В китайской, по словам одного душнилы, громадной машине Демидова тепло и вкусно пахнет лимонным ароматизатором.
— Всё в порядке? — спрашивает Лёва, когда мы наконец-то выезжаем с территории посёлка. — Мне показалось, ты расстроена.
— Нет, — вжимаюсь в кожаное кресло. — Всё супер.
— Отлично, — кивает.
Поправляю серьги-кольца и озираюсь.
— У тебя новый автомобиль? — обнаруживаю плёнку на блестящем пластике перед собой.
— Отцу презентовали. А я как раз задумывался о покупке. Себе бы выбрал что-то более классическое и менее вычурное.
— Ясно, — отзываюсь и тут же нахожусь, — тут… симпатично.
По салону распространяется мужской хохот. Лёва качает головой и потирает бровь двумя пальцами.
— Ми, ты не умеешь врать от слова «совсем».
Тоже посмеиваюсь, но ничего не отвечаю. Боюсь ещё больше загнать себя в угол. Этот транспорт подошёл бы цыгану в цветной рубахе.
— Я не из тех, кто живёт для кого-то, — продолжает Демидов. — Появился удобоваримый вариант, и я без труда смог вложить накопленные средства в инвестиции. Деньги должны работать.
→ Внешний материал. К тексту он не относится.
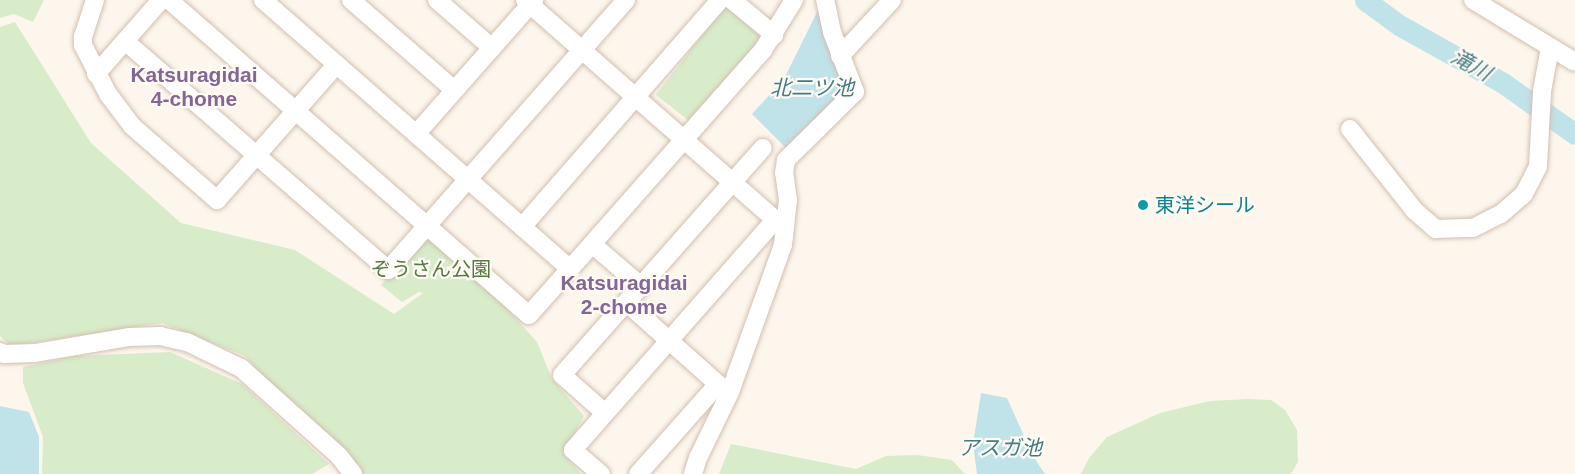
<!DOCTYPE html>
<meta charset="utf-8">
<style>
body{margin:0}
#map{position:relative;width:1575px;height:474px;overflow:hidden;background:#fdf6ec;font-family:Arial,"Noto Sans JP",sans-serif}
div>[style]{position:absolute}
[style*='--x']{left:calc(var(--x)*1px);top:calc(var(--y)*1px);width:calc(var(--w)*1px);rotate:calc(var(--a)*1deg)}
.green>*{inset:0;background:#d8ecc9;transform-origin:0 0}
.water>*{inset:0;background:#bfe3e8}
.river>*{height:21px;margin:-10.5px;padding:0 10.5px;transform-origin:10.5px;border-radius:10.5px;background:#bfe3e8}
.roads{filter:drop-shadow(0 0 2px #d1beb0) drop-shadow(0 0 2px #d1beb0)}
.minor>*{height:18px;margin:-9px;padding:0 9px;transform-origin:9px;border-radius:9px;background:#fff}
.dots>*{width:16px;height:16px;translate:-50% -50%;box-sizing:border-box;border:3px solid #fffaf3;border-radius:50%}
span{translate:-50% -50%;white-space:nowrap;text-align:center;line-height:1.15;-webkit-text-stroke:4.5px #fffaf3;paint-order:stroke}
.culture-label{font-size:20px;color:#0d838f}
.left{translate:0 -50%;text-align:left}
.park-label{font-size:20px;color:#537a41}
.water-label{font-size:21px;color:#437c86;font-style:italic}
.neighbourhood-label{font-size:21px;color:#846695;font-weight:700}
</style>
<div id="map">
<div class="green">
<div style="clip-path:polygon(0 0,44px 0,33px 22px,14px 14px,0 18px)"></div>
<div style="left:726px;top:5px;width:48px;height:114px;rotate:38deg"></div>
<div style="clip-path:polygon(15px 22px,91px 143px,181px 223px,295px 250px,394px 314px,423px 293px,419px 292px,402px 302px,381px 285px,428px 234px,504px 305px,537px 342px,552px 379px,584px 416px,563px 454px,581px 474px,362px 474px,243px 355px,162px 323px,11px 346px,0 336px,0 27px)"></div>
<div style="clip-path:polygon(170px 352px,242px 384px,329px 464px,312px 474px,42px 474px,43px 437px,23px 383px,23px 367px,75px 356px)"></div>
<div style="clip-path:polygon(1249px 399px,1271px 400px,1285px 410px,1297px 430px,1298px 462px,1291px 474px,1081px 474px,1089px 458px,1107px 437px,1160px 413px,1210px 401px)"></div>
<div style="clip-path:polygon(731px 444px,856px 469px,886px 456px,917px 455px,952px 460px,965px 474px,719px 474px)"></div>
</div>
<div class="water">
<div style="clip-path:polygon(822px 2px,822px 25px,846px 96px,787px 149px,752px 114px,784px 79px)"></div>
<div style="clip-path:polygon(981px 393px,1007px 398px,1033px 456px,1045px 474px,977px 474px,973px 444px)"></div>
<div style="clip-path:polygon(0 406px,29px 412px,39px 437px,39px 474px,0 474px)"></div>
</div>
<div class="river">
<div style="--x:1365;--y:0;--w:42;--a:36.3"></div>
<div style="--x:1399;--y:25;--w:119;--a:29.1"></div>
<div style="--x:1503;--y:83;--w:88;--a:35.3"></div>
</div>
<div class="roads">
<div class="minor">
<div style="--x:95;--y:0;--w:38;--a:108"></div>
<div style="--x:83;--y:36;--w:9;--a:90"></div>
<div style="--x:83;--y:45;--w:55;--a:63"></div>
<div style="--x:108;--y:94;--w:40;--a:53"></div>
<div style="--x:132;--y:126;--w:113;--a:41"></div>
<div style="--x:217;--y:200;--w:181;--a:-48.6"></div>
<div style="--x:169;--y:0;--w:478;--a:41.2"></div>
<div style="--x:529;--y:315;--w:95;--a:-48.4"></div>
<div style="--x:592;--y:244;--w:65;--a:40.6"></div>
<div style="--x:263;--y:0;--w:408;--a:41.2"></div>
<div style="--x:351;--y:0;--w:137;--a:41.1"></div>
<div style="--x:437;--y:0;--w:73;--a:41.1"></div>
<div style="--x:525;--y:0;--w:333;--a:41.3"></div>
<div style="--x:775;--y:220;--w:306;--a:131.3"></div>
<div style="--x:573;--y:450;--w:37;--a:41"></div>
<div style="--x:732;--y:0;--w:55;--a:39.8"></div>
<div style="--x:1473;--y:0;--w:119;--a:31.3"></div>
<div style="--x:125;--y:41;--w:349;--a:41"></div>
<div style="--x:388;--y:270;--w:360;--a:-48.6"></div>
<div style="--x:840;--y:56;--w:76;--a:-47.1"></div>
<div style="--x:96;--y:74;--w:98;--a:-48.7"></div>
<div style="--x:1350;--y:129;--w:105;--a:51.6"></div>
<div style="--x:1415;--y:211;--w:28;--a:41"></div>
<div style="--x:1436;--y:229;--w:37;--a:-2"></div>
<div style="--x:1473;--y:228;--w:31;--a:-27"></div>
<div style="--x:1501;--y:214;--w:30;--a:-41"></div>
<div style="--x:1524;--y:194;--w:31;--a:-63"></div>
<div style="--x:1538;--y:166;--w:75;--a:-86.9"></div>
<div style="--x:1542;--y:91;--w:44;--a:-79.5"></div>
<div style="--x:416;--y:134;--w:179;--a:-48.6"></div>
<div style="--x:522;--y:227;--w:301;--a:-48.9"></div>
<div style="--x:592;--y:244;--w:259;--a:-48.6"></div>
<div style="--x:763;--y:50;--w:59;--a:-58.2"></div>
<div style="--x:627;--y:303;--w:122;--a:41.7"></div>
<div style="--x:718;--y:384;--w:120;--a:131.6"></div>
<div style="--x:0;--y:352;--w:4;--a:27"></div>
<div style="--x:4;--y:354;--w:31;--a:-2"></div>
<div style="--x:35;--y:353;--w:96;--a:-9.6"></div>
<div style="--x:130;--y:337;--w:30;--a:-2"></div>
<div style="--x:160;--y:336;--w:28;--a:13"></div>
<div style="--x:187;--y:342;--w:60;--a:25.7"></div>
<div style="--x:241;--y:368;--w:132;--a:41.9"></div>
<div style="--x:339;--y:456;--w:23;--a:52"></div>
<div style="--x:605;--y:413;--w:57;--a:-138.5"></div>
<div style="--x:562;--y:375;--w:303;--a:-48.5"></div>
<div style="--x:693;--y:474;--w:17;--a:-73"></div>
<div style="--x:698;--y:458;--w:73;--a:-64.1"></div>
<div style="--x:730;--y:392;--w:156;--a:-70.2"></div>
<div style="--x:783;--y:245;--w:45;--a:-83.7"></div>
<div style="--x:788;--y:200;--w:27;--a:-98"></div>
<div style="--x:784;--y:173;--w:13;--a:-81"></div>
<div style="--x:786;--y:160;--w:97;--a:-44.6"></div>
<div style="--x:855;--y:92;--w:64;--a:-111"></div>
<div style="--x:832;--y:32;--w:33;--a:-102"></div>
</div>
</div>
<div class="dots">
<div style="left:1143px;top:205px;background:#0f9aa8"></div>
</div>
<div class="culture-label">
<span class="left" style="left:1155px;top:205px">東洋シール</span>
</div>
<div class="park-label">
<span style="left:431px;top:269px">ぞうさん公園</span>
</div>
<div class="water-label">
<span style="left:1471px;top:65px;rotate:29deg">滝川</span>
<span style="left:812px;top:88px">北二ツ池</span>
<span style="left:1000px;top:448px">アスガ池</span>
</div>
<div class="neighbourhood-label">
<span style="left:194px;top:87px">Katsuragidai<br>4-chome</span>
<span style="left:624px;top:295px">Katsuragidai<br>2-chome</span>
</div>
</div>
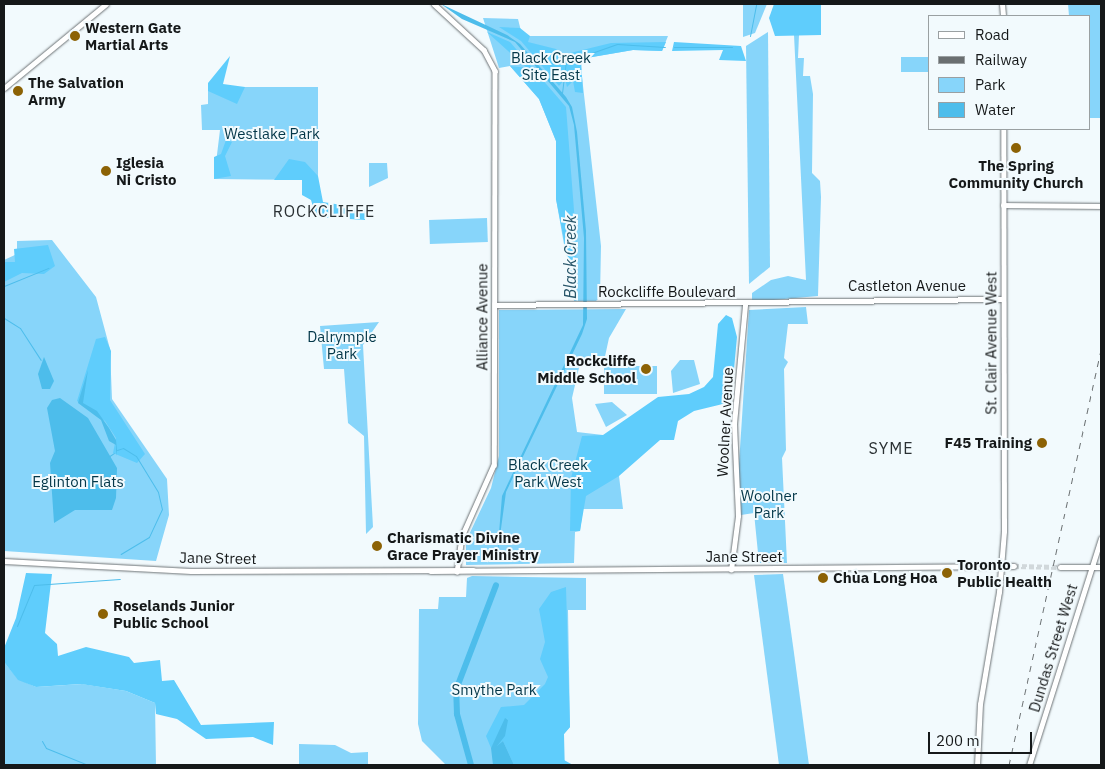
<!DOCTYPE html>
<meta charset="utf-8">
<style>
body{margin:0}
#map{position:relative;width:1105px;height:769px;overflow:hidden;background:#f2fafd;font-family:"IBM Plex Sans",sans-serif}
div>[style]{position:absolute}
.green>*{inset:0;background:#87d5fa;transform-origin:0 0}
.forest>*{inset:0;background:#5fcdfc}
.water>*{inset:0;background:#4dbdeb}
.stream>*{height:1px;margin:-0.5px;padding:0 0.5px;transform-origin:0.5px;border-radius:0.5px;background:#4dbdeb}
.river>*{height:6px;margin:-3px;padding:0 3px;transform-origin:3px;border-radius:3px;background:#4dbdeb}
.secondary-tunnel>*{height:5px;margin-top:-2.5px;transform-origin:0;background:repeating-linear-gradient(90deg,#d1d8db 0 5px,transparent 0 7.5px)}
.roads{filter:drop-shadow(0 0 1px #6d7376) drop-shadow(0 0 1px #6d7376)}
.tertiary>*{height:4.5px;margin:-2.25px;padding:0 2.25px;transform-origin:2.25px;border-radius:2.25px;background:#fff}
.secondary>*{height:5px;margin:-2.5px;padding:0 2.5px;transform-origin:2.5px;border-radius:2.5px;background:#fff}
.rail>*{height:1px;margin-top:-0.5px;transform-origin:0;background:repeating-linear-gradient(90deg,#6a6f71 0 6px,transparent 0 12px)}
.dots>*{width:14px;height:14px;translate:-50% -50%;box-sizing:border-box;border:2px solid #f2fafd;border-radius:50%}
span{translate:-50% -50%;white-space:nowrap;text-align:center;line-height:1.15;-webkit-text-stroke:4px #f2fafd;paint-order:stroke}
.poi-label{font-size:15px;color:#151819;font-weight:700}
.left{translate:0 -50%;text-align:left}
.right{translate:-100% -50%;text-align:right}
.park-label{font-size:15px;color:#033749}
.street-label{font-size:15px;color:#151819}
.neighbourhood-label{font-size:16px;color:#2a3033;letter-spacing:1px}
.water-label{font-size:16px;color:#28566a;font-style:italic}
.frame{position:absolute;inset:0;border:5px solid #151819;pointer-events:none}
.legend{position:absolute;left:928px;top:15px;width:162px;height:115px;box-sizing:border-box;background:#f2fafd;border:1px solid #9aa0a2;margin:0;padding:6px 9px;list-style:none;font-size:15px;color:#151819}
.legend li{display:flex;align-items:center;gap:10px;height:25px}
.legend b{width:25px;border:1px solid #9aa0a2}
.scale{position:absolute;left:928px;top:732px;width:104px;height:22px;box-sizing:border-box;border:2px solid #151819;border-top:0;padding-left:6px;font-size:15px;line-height:18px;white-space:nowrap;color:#151819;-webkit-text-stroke:4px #f2fafd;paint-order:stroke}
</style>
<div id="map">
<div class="green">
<i style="clip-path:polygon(743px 4px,767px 4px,755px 33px,743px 37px)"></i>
<i style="clip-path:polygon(1068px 4px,1101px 4px,1101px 118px,1089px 118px,1089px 16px,1069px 16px)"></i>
<i style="clip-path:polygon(483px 18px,518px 19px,521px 31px,528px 36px,668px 36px,662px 51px,633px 50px,580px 59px,601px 246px,600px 297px,596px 301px,574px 301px,556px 199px,556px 141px,539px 99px,510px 66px,499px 68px)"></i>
<i style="clip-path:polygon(768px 32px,770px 267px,749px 284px,746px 46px)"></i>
<i style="clip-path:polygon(794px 35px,799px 35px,798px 58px,804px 58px,803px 76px,810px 76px,813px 94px,812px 173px,820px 181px,821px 197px,818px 296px,752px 302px,752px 293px,771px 280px,788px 276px,806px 280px)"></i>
<i style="left:901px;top:57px;width:28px;height:15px"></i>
<i style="clip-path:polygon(208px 87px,318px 87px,318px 180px,214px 179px,220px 130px,202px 130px,201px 105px,208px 104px)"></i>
<i style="clip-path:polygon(369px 163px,387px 163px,388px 178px,369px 187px)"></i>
<i style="left:487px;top:218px;width:24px;height:58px;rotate:88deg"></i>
<i style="clip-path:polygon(52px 240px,96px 297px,110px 349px,112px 399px,167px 479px,169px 515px,156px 561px,4px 551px,4px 260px,17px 254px,17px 241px)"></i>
<i style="clip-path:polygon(806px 307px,808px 324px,788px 324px,784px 358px,788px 362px,784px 369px,786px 450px,782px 458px,787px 563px,759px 563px,754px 513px,741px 515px,738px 479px,749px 310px)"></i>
<i style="clip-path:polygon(626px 309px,609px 338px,604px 361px,581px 359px,572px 398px,577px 432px,603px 435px,619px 476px,623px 509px,583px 509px,580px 531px,575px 532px,574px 563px,466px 565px,466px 541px,491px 488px,499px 456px,499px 310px)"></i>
<i style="clip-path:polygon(379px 322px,363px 345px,373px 527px,366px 534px,364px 436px,348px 423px,344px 369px,324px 369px,320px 326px)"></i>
<i style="clip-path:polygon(680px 360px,694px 360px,700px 384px,673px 393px,671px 371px)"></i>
<i style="left:604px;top:366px;width:53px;height:28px"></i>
<i style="clip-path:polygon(612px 402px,627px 415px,606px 427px,595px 404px)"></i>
<i style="clip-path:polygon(783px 574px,794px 653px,809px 765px,779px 765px,754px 575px)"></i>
<i style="clip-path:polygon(472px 576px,586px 578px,586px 610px,568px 610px,570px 727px,564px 734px,565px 765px,446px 765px,422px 741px,418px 724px,419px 609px,438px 609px,439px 597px,466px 597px,467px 578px)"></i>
<i style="clip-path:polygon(4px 662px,18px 679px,36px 687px,82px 684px,126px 691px,155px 703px,156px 765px,4px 765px)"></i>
<i style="clip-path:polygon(299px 744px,335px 745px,351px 753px,368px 752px,368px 765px,299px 765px)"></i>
</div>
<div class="forest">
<i style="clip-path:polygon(774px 4px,821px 4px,821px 35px,775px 36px,769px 18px)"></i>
<i style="clip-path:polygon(499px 27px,520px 28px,530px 36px,528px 42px,556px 49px,562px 55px,611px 43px,666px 42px,662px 51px,633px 50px,581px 59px,583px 93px,575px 92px,573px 81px,567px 87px,565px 79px,559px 86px,521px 41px)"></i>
<i style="clip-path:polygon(487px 32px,510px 42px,566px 107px,577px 249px,573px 286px,556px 199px,556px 141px,539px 99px,510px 66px,527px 68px)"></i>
<i style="clip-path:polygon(674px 42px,741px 46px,746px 61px,719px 60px,723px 50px,672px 51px)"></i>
<i style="clip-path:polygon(230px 56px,223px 84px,245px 87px,237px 104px,208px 91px,208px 83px)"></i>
<i style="clip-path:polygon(226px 140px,232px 142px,225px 156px,231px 176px,214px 179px,214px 157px,221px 154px)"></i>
<i style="clip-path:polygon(289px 159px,305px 162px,318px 176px,323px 202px,366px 209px,365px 220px,316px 217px,311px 200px,302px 195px,302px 180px,274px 180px)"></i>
<i style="clip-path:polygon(48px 245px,55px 266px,44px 274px,22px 273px,4px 282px,4px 262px,15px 262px,14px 249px)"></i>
<i style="clip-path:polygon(726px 315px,732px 318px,737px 337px,731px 402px,694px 411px,678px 421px,674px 440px,660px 440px,619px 476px,586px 496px,580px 531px,570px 531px,571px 478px,582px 436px,603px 435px,658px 397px,689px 394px,704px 387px,713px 377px,718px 324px)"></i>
<i style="clip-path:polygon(105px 337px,111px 351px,110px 400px,145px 454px,137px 463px,113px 453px,116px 438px,105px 421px,77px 401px,96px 339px)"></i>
<i style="clip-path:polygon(26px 573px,52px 574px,45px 633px,57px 644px,58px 656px,86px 647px,129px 657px,134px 663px,160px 660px,162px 681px,174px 680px,201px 725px,274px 722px,273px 745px,253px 737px,206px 739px,177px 719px,156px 714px,155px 703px,126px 691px,81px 684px,36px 687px,18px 680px,4px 662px,4px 648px,16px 618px)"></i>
<i style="clip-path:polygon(566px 587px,570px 727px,564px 734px,564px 760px,573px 765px,514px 765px,503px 741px,497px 747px,508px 718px,491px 748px,486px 736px,501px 707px,524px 705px,545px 684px,548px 677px,540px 659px,545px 642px,539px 609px,551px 592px)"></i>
</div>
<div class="water">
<i style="clip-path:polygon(441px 4px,507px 35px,520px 44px,566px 97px,572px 107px,577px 132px,586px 231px,587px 319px,582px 334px,506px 492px,497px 558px,502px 496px,583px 325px,584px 238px,574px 125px,569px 106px,515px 42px,462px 19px)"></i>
<i style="clip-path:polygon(44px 357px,54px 381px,50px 389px,42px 389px,38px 374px)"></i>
<i style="clip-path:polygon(88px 370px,83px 403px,97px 411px,109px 428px,116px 440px,117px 450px,116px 456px,116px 445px,109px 441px,101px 420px,78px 403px)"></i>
<i style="clip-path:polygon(60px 398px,88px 418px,117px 468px,116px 498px,112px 510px,75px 510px,54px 523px,50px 463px,55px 451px,47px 408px,52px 400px)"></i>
<i style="clip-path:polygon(505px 718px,508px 720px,505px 736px,497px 746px,503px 741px,514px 765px,493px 765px,491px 748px)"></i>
</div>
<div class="stream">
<i style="left:750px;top:36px;width:33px;rotate:-79deg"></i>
<i style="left:674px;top:47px;width:58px"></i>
<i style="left:562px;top:93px;width:31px;rotate:-83deg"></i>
<i style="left:566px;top:62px;width:54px;rotate:-19.4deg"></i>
<i style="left:617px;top:44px;width:48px;rotate:3.6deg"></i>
<i style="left:4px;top:286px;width:48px;rotate:-22.2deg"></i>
<i style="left:4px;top:318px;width:19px;rotate:32deg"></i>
<i style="left:20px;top:328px;width:38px;rotate:57deg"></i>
<i style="left:117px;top:450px;width:6px;rotate:-18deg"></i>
<i style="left:123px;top:448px;width:15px;rotate:32deg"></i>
<i style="left:136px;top:456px;width:42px;rotate:58.6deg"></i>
<i style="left:158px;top:492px;width:17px;rotate:77deg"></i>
<i style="left:162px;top:509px;width:31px;rotate:115deg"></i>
<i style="left:149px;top:537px;width:33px;rotate:149deg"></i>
<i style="left:108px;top:457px;width:7px;rotate:-34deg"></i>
<i style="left:17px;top:626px;width:44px;rotate:-67.5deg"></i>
<i style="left:34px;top:585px;width:86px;rotate:-4deg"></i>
<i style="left:42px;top:741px;width:8px;rotate:60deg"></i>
<i style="left:46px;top:748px;width:45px;rotate:22deg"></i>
</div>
<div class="river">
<i style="left:471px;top:765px;width:53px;rotate:-105.4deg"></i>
<i style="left:457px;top:714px;width:24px;rotate:-92deg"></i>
<i style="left:456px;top:690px;width:112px;rotate:-69.1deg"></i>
</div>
<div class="secondary-tunnel">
<i style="left:1014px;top:566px;width:46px;rotate:1.2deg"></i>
</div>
<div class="roads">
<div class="tertiary">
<i style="left:434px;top:4px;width:68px;rotate:42.6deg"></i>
<i style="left:484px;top:50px;width:24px;rotate:62deg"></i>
<i style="left:495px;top:71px;width:394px;rotate:90.1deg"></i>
<i style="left:494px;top:465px;width:79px;rotate:114deg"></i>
<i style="left:462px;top:537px;width:35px;rotate:98deg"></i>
<i style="left:1003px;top:205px;width:98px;rotate:0.6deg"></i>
<i style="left:495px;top:305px;width:508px;rotate:-0.68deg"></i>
<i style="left:731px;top:570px;width:54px;rotate:-82.6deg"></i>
<i style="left:738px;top:516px;width:92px;rotate:-92.5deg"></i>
<i style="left:734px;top:424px;width:120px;rotate:-84.7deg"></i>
</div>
<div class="secondary">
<i style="left:1002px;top:4px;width:12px;rotate:85deg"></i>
<i style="left:4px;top:88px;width:132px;rotate:-39.5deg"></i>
<i style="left:4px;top:561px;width:187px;rotate:3.1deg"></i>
<i style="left:191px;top:571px;width:282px;rotate:-0.2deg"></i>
<i style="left:1060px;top:567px;width:41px"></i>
<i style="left:430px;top:571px;width:584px;rotate:-0.49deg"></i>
<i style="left:977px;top:765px;width:61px;rotate:-87.2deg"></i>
<i style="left:980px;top:704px;width:114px;rotate:-80.4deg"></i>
<i style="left:999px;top:592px;width:61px;rotate:-85.3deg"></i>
<i style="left:1004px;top:531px;width:402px;rotate:-90.1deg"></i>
<i style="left:1029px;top:765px;width:238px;rotate:-72.4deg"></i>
</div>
</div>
<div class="rail">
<i style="left:1009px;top:765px;width:426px;rotate:-77.5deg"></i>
</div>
<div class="dots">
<i style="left:75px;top:36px;background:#8c6205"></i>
<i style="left:18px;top:91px;background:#8c6205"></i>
<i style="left:1016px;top:148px;background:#8c6205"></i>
<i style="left:106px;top:171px;background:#8c6205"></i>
<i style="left:646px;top:369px;background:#8c6205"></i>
<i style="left:1042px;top:443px;background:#8c6205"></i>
<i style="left:377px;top:546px;background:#8c6205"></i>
<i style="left:947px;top:573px;background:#8c6205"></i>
<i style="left:823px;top:578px;background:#8c6205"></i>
<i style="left:103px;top:614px;background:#8c6205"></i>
</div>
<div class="poi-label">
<span class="left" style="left:85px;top:36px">Western Gate<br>Martial Arts</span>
<span class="left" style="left:28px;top:91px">The Salvation<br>Army</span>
<span class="left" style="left:116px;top:171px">Iglesia<br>Ni Cristo</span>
<span style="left:1016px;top:174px">The Spring<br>Community Church</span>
<span class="right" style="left:636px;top:369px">Rockcliffe<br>Middle School</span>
<span class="right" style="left:1032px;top:443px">F45 Training</span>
<span class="left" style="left:387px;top:546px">Charismatic Divine<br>Grace Prayer Ministry</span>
<span class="left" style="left:957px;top:573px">Toronto<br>Public Health</span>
<span class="left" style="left:833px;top:578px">Chùa Long Hoa</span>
<span class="left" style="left:113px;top:614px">Roselands Junior<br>Public School</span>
</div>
<div class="park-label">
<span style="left:551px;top:66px">Black Creek<br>Site East</span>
<span style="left:272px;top:134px">Westlake Park</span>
<span style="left:342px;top:345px">Dalrymple<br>Park</span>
<span style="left:548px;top:473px">Black Creek<br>Park West</span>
<span style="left:78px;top:482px">Eglinton Flats</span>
<span style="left:769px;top:504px">Woolner<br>Park</span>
<span style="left:494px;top:690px">Smythe Park</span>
</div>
<div class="street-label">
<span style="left:907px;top:286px">Castleton Avenue</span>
<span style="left:667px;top:292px">Rockcliffe Boulevard</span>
<span style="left:482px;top:317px;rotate:-90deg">Alliance Avenue</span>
<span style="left:991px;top:343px;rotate:-90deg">St. Clair Avenue West</span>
<span style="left:725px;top:422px;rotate:-87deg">Woolner Avenue</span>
<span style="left:744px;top:557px">Jane Street</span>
<span style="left:218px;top:558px;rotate:1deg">Jane Street</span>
<span style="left:1053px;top:648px;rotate:-73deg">Dundas Street West</span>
</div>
<div class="neighbourhood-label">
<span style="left:324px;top:211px">ROCKCLIFFE</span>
<span style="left:891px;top:448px">SYME</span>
</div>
<div class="water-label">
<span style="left:570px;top:257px;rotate:-90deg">Black Creek</span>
</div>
<div class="frame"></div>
<ul class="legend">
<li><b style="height:6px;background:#fff"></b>Road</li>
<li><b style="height:6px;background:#6a6f71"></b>Railway</li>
<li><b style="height:14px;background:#87d5fa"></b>Park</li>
<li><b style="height:14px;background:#4dbdeb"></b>Water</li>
</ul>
<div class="scale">200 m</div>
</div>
Я к этому привык. Машина чистая, некраденая, новая. Всё остальное не так важно.
— Достаточно рационально, — замечаю, разглядывая его руки, ловко управляющие отделанным деревом рулём.
Пожалуй, это моя любимая часть его тела. По крайней мере, пока.
Густо краснею от собственных мыслей.
— У тебя классные родители, — произносит он спустя пару минут. — Мне понравились.
— Спасибо. У тебя не такие?!
— Нет, — усмехается. — Отец с мачехой практически не общаются. С матерью мы не контактируем.
— Жаль, — опускаю глаза.
Даже не представляю, как можно не общаться с родной мамой?
Моя семья — это моя жизнь. Всегда поддержат и помогут. Не знаю, что может такого случиться, чтобы они отвернулись?.. Просто в голове не укладывается.
— Не грусти, — Лёва протягивает руку к моей ладони и сжимает её. — Я в норме.
— Ладно, не буду, — закусываю губу, рассматривая, какие разные у нас пальцы. Мои тонкие, миниатюрные, его — большие, с крупными костяшками.
— Кстати, не думал, что ваши семьи с Громовым так близки?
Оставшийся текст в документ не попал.